The model performs well on the current sample data, but awfully predicts the response on the new data we are interested.

Low error rate on observed data, but high prediction error rate on future unobserved data!

Source: https://i.pinimg.com/originals/72/e2/22/72e222c1542539754df1d914cb671bd7.png

https://i.pinimg.com/originals/72/e2/22/72e222c1542539754df1d914cb671bd7.png - Look at this illustration, and let’s focus on the overfitting and classification case. - the blue and red points are our training data representing two categories, and the green points are the new data to be classified. - the black curve is the classification boundary that separates the two categories. - Based on the boundary, you can see that the classification performance on the training data set is perfect, because all blue points and red points are perfectly separated. - However, such classification rule generated by the training data may not be good for the new data. - With this boundary, … - OK so, if we wanna make sure that our model is good at predicting things, we probably want to avoid overfitting. - But how?

Splitting Data

Often, we don’t have another unused data to assess the performance of our model.
Solution: Pretend we have new data by splitting our data into training set and test set (validation set)!

Training set:
- Sandbox for model building/selection
- Spend most of your time using the training set to develop the model
- Majority of the original sample data (usually ~ 80%)
Test set:
- Held in reserve to determine efficacy of one or two chosen models
- Critical to look at it once only, otherwise it becomes part of the modeling process
- Remainder of the data (usually ~ 20%)

Allocate specific subsets of data for different tasks, as opposed to allocating the largest possible amount to the model parameter estimation only (what we’ve done so far).
Well we do this by splitting our data. So we split our data into to sets, training set and testing set, or sometimes called validation set.
You can think about your training set as your sandbox for model building. You can do whatever you want, like data wrangling, data transformation, data tidying, and data visualization, all of which help you build an appropriate model.
So you Spend most of your time using the training set to develop the model
And this is the Majority of the original sample data, which is usually about 75% - 80% of your data. So you basically take a random sample from the data that is about 80% of it.
And you don’t touch the remaining 20% of the data until you are ready to test your model performance.
So the test set is held in reserve to determine efficacy of one or two chosen models
Critical to look at it once, otherwise it becomes part of the modeling process
and that is the Remainder of the data, usually 20% - 25%
So ideally, we hope to use our entire data as training data to train our model, right? And to test the model performance, we just collect another data set as test data to be used for testing performance. But in reality, it is not the usual case. In reality, we only have one single data set, and it is hard to collect another sample data as test data.
So under this situation, this type of splitting data becomes a must if we want to have both training and test data.

Model Selection Criteria

The full (largest) model has \(M\) candidate regressors.
There are \(M \choose p-1\) possible subset models of size \(p\).
There are totally \(2^M\) possible subset models.
An evaluation metric should consider Goodness of Fit and Model Complexity:

Goodness of Fit: The more regressors, the better

Complexity Penalty: The less regressors, the better

Evaluate subset models:
- \(R_{adj}^2\) \(\uparrow\)
- Mallow’s \(C_p\) \(\downarrow\)
- Information Criterion (AIC, BIC) \(\downarrow\)
- PREdiction Sum of Squares (PRESS) \(\downarrow\) (Allen, D.M. (1974))

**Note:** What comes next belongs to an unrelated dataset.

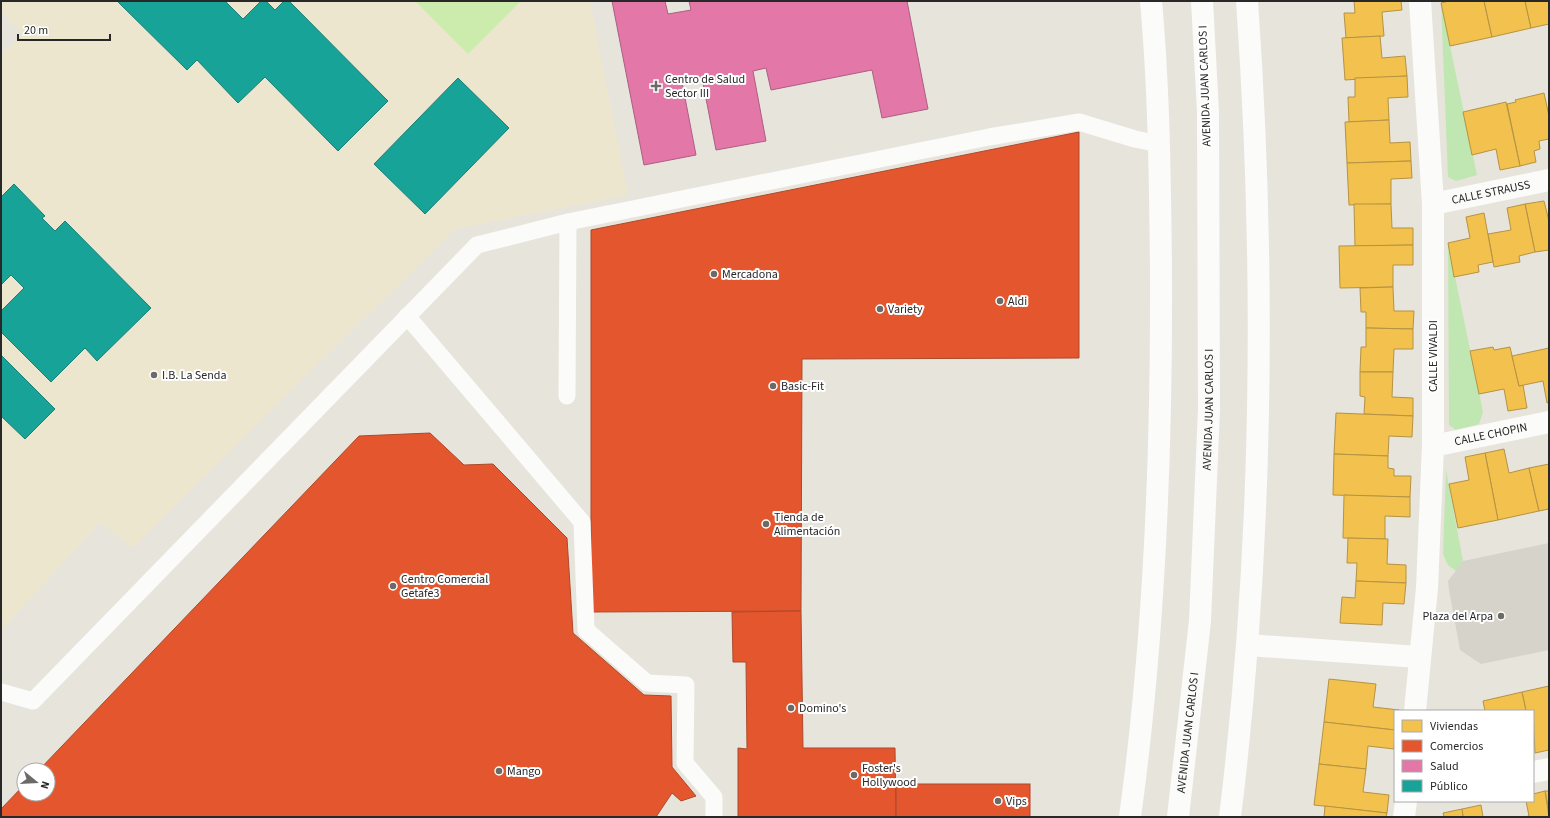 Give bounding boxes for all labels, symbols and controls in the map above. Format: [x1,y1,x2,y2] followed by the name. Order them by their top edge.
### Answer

Selection Criteria: Mallow’s \(C_p\) Statistic \(\downarrow\)

For a model with \(p\) coefficients ( \(k\) predictors ),

\[\begin{align} C_p &= \frac{SS_{res}(p)}{\hat{\sigma}^2} - n + 2p \\ &= p + \frac{(s^2 - \hat{\sigma}^2)(n-p)}{\hat{\sigma}^2} \end{align}\]

\(\hat{\sigma}^2\) is the variance estimate from the full model, i.e., \(\hat{\sigma}^2 = MS_{res}(M)\).
\(s^2\) is the variance estimate from the model with \(p\) coefficients, i.e., \(s^2 = MS_{res}(p)\).
Favors the candidate model with the smallest \(C_p\).
For unbiased models that \(E[\hat{y}_i] = E[y_i]\), \(C_p = p\).
- All of the errors in \(\hat{y}_i\) is variance, and the model is not underfitted.

Mallow’s \(C_p\) Plot

Model A is a heavily biased model.
Model D is the poorest performer.
Model B and C are reasonable.
Model C has \(C_p < 3\) which implies \(MS_{res}(3) < MS_{res}(M)\)

Selection Criteria: Information Criterion \(\downarrow\)

For a model with \(p\) coefficients ( \(k\) predictors ),

Akaike information criterion (AIC) is \[\text{AIC} = n \ln \left( \frac{SS_{res}(p)}{n} \right) + 2p\]
Bayesian information criterion (BIC) is \[\text{BIC} = n \ln \left( \frac{SS_{res}(p)}{n} \right) + p \ln (n)\]
BIC penalizes more when adding more variables as the sample size increases.
BIC tends to choose models with less regressors.

Selection Criteria: PRESS \(\downarrow\)

Predicted Residual Error Sum of Squares (PRESS)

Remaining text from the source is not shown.